An inspiring journey of motherhood, creativity, reinvention, and building a brand alongside her children.

For Michele, a Westport mom of two, that journey has been anything but linear — shifting from graphic design to fashion design, rediscovering creativity through tennis, and eventually building a small-batch vintage-inspired tennis dress brand with her children.

  1. HOW OLD ARE YOUR KIDS AND HOW LONG HAVE YOU LIVED IN WESTPORT?

    I have two kids. Uzi is a 14-year-old young man entering Staples High School in Westport, and Wallis is a 10-year-old girl at The Southport School. We moved to Westport in 2012 from the city.

  2. HOW DID YOU END UP WHERE YOU ARE NOW IN TERMS OF YOUR JOB?

    Before having children, I worked as a graphic designer for 15 years in the beauty and fashion industry.
During my first pregnancy, I asked myself — how can I tell this child to “be anything he wants to be” when I’m not who I want to be?
    That question changed everything.

    I enrolled in night school and, 3.5 years later, earned a Fashion Design degree from Parsons. At age 38, I was a mother of one and an intern at Proenza Schouler. I briefly launched my own maternity collection while pregnant with my daughter before returning to graphic design as a VP for a former boss.

    After moving to Connecticut, I commuted to NYC for two years until I was laid off — and that became a turning point.
My daughter was phasing out of naps, my son was failing first grade, and eventually all three of us were diagnosed with dyslexia. We switched schools, renovated a farmhouse, and I picked up tennis for the first time as an adult.

    Learning tennis was humbling, but it connected me with incredible people and gave me a sense of team for the first time in my life.

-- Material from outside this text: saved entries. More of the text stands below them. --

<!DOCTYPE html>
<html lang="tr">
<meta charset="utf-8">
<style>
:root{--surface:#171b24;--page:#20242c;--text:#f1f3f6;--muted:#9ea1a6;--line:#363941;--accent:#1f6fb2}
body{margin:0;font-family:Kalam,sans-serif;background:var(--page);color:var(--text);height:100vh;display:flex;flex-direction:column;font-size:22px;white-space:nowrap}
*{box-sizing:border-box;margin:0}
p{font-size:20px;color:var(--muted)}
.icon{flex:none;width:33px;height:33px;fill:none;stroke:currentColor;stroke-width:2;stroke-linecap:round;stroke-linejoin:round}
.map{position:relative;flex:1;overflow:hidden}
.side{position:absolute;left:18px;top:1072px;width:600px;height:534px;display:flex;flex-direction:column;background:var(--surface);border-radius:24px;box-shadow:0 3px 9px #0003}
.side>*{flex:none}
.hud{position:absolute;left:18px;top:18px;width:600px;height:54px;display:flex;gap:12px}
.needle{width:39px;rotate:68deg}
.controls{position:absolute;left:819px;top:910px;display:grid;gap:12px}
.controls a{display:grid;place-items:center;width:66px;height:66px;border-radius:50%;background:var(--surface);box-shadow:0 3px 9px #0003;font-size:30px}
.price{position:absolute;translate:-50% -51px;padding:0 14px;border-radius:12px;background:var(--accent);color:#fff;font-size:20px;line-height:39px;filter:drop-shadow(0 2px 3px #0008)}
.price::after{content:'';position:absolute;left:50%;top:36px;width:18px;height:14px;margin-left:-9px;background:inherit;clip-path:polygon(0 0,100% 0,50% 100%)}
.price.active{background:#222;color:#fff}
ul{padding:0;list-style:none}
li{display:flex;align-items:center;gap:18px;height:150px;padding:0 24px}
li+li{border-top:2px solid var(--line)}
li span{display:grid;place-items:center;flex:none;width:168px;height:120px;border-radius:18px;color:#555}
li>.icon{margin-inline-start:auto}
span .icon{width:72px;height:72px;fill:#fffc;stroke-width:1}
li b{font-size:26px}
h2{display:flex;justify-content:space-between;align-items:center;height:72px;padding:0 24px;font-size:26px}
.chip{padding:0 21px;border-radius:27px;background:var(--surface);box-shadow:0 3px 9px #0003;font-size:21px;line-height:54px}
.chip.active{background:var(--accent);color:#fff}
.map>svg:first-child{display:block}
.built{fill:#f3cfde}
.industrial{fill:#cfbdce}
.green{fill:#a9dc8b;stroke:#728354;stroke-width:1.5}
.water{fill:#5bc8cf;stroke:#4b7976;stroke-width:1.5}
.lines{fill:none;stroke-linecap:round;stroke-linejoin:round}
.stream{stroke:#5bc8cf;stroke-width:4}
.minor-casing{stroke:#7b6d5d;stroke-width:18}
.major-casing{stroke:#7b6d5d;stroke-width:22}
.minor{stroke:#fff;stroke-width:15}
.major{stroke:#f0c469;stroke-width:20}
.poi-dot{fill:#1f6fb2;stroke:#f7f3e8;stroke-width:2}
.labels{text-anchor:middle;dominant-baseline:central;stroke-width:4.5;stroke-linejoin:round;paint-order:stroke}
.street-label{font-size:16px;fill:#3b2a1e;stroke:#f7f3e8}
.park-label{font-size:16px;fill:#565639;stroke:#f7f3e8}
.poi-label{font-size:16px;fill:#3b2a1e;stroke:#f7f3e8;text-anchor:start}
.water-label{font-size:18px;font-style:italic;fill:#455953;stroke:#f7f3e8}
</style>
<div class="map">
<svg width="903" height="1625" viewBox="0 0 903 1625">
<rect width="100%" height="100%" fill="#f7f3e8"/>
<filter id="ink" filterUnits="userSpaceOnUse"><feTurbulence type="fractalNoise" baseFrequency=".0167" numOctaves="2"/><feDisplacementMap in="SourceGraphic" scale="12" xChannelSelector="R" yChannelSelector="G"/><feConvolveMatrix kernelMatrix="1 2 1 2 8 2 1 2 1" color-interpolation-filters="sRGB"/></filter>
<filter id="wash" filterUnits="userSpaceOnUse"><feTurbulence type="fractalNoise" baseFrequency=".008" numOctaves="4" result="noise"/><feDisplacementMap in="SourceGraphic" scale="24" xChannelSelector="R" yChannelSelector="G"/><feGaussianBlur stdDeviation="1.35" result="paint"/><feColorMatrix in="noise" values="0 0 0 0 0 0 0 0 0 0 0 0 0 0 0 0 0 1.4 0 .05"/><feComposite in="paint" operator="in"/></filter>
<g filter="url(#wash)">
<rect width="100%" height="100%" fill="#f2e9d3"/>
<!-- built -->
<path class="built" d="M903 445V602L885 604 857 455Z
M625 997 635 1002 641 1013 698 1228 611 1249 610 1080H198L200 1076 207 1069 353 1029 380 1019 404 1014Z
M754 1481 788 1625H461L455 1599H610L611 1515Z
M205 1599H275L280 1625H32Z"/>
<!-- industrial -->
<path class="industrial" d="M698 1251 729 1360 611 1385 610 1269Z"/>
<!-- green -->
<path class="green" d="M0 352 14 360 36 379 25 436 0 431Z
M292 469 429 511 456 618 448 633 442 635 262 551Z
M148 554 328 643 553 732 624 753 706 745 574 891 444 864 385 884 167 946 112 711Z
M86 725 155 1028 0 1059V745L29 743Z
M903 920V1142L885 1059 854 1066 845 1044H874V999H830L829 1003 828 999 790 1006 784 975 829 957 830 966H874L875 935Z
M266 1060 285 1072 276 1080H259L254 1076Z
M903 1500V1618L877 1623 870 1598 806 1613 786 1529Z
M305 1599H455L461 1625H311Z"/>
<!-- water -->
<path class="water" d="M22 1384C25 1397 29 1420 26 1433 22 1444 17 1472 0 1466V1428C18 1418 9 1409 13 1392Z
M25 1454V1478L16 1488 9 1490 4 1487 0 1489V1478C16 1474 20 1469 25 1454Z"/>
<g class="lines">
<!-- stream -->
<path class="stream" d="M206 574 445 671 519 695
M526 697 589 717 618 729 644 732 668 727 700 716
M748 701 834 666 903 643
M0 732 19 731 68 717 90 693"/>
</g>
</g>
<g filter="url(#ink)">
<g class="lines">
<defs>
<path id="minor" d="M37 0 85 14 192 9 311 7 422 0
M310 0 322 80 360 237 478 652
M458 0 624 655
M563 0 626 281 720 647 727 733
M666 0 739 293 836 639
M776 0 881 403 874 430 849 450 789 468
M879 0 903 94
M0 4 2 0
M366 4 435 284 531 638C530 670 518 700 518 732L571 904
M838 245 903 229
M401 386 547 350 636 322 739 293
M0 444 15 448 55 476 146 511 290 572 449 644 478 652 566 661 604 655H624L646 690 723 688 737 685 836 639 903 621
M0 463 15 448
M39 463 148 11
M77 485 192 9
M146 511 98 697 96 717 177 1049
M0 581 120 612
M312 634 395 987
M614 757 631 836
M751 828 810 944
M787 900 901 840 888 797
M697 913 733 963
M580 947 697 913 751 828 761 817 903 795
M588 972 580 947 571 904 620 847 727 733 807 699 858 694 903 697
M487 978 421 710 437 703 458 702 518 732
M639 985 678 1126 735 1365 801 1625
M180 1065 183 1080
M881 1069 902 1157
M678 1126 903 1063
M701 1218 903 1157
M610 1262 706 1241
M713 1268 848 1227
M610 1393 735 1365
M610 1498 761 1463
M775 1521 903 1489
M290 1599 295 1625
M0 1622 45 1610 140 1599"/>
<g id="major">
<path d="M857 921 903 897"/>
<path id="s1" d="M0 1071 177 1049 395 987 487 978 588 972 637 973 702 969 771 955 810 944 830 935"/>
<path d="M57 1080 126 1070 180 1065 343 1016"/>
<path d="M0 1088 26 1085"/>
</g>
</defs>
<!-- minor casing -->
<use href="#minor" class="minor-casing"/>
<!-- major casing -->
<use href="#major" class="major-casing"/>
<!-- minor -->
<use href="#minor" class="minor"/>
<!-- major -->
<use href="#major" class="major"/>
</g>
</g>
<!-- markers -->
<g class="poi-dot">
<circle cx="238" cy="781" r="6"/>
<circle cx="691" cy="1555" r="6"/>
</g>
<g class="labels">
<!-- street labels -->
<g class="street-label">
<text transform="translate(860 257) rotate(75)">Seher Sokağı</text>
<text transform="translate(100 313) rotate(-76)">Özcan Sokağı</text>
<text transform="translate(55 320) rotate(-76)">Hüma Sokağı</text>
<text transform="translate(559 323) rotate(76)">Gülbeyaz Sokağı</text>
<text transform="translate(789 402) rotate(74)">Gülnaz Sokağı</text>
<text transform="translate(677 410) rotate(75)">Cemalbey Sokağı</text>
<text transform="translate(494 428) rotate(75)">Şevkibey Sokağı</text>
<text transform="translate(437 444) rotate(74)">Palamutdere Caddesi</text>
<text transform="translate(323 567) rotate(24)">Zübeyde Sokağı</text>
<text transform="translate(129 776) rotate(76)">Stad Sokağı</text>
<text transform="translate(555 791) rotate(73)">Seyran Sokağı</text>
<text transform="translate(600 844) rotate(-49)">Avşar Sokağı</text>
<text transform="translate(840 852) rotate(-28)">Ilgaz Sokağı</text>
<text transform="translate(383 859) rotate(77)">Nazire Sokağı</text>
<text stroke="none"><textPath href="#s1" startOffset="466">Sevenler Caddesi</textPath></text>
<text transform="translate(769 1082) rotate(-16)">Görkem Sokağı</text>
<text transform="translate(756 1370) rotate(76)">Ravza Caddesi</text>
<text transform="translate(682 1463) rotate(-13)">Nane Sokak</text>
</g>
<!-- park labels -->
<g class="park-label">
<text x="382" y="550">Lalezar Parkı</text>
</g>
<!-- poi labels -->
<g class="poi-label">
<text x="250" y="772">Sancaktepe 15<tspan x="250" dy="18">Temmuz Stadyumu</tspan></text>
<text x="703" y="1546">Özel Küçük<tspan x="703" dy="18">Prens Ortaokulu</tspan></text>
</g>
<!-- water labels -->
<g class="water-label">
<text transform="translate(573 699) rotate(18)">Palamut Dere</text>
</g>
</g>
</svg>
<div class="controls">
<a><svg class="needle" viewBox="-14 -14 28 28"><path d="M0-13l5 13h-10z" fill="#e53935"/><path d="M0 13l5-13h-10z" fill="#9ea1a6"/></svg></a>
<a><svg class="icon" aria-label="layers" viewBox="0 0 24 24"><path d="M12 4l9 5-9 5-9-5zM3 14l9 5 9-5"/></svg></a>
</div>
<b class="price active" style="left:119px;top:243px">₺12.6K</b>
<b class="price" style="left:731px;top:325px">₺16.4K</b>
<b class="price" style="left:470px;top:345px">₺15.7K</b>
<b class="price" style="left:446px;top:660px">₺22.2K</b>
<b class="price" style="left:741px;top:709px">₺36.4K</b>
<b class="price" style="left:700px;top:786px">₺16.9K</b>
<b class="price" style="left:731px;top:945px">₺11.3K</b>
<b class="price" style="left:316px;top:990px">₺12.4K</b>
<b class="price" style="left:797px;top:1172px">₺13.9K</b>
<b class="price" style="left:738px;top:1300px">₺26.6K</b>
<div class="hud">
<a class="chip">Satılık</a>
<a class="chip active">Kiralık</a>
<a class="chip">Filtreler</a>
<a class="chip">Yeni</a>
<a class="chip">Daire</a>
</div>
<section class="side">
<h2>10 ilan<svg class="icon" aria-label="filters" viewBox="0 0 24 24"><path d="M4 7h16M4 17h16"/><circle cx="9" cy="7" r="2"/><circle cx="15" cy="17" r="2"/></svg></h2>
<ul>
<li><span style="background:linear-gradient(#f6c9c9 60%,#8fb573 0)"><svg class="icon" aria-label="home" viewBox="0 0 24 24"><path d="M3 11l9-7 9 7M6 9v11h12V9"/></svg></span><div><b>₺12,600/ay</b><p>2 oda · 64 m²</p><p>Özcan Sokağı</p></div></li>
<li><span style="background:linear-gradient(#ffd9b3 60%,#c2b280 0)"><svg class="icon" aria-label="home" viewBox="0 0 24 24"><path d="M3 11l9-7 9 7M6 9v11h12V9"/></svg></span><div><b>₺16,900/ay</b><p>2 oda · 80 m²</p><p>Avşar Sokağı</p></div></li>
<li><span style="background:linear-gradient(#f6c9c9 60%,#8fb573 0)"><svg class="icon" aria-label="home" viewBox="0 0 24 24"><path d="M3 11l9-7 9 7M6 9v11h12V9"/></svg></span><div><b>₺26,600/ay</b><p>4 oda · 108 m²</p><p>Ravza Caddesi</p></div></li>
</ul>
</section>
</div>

I’ve always collected vintage sewing patterns, so I started updating old tennis dress designs from the ’70s and ’80s just for fun — wearing them on court, designing a team logo, and eventually printing fabrics with custom patterns.

    Then Covid happened.
Life slowed down, and creativity became a bright spot in an otherwise isolated time. As I homeschooled my daughter, we did endless crafts and hands-on projects — and soon I found myself making more and more tennis dresses.

    A group of women at Birchwood Country Club asked me to make uniforms for the tennis team. That’s how The Birchy was born — a 70s-inspired white tennis dress with navy trim, a patched pocket, and a waist tie.

    But I wanted more than a dress — I wanted a story.

    While teaching my kids entrepreneurship, we set up an LLC through LegalZoom, filed trademarks, sourced fabrics, chose trims, built moodboards, designed logos, learned Adobe Illustrator, did a photoshoot on a friend’s tennis court, and built a Squarespace website together.

    We created a business plan, pitched it to my husband (now our investor!), and manufactured a small batch of vintage-inspired tennis dresses.

    Now, we’re learning marketing, sales, and meeting as many tennis players as possible through pop-ups — keeping expectations low, going slow, and focusing on joy and curiosity.

    Fingers crossed for Top Banana's future.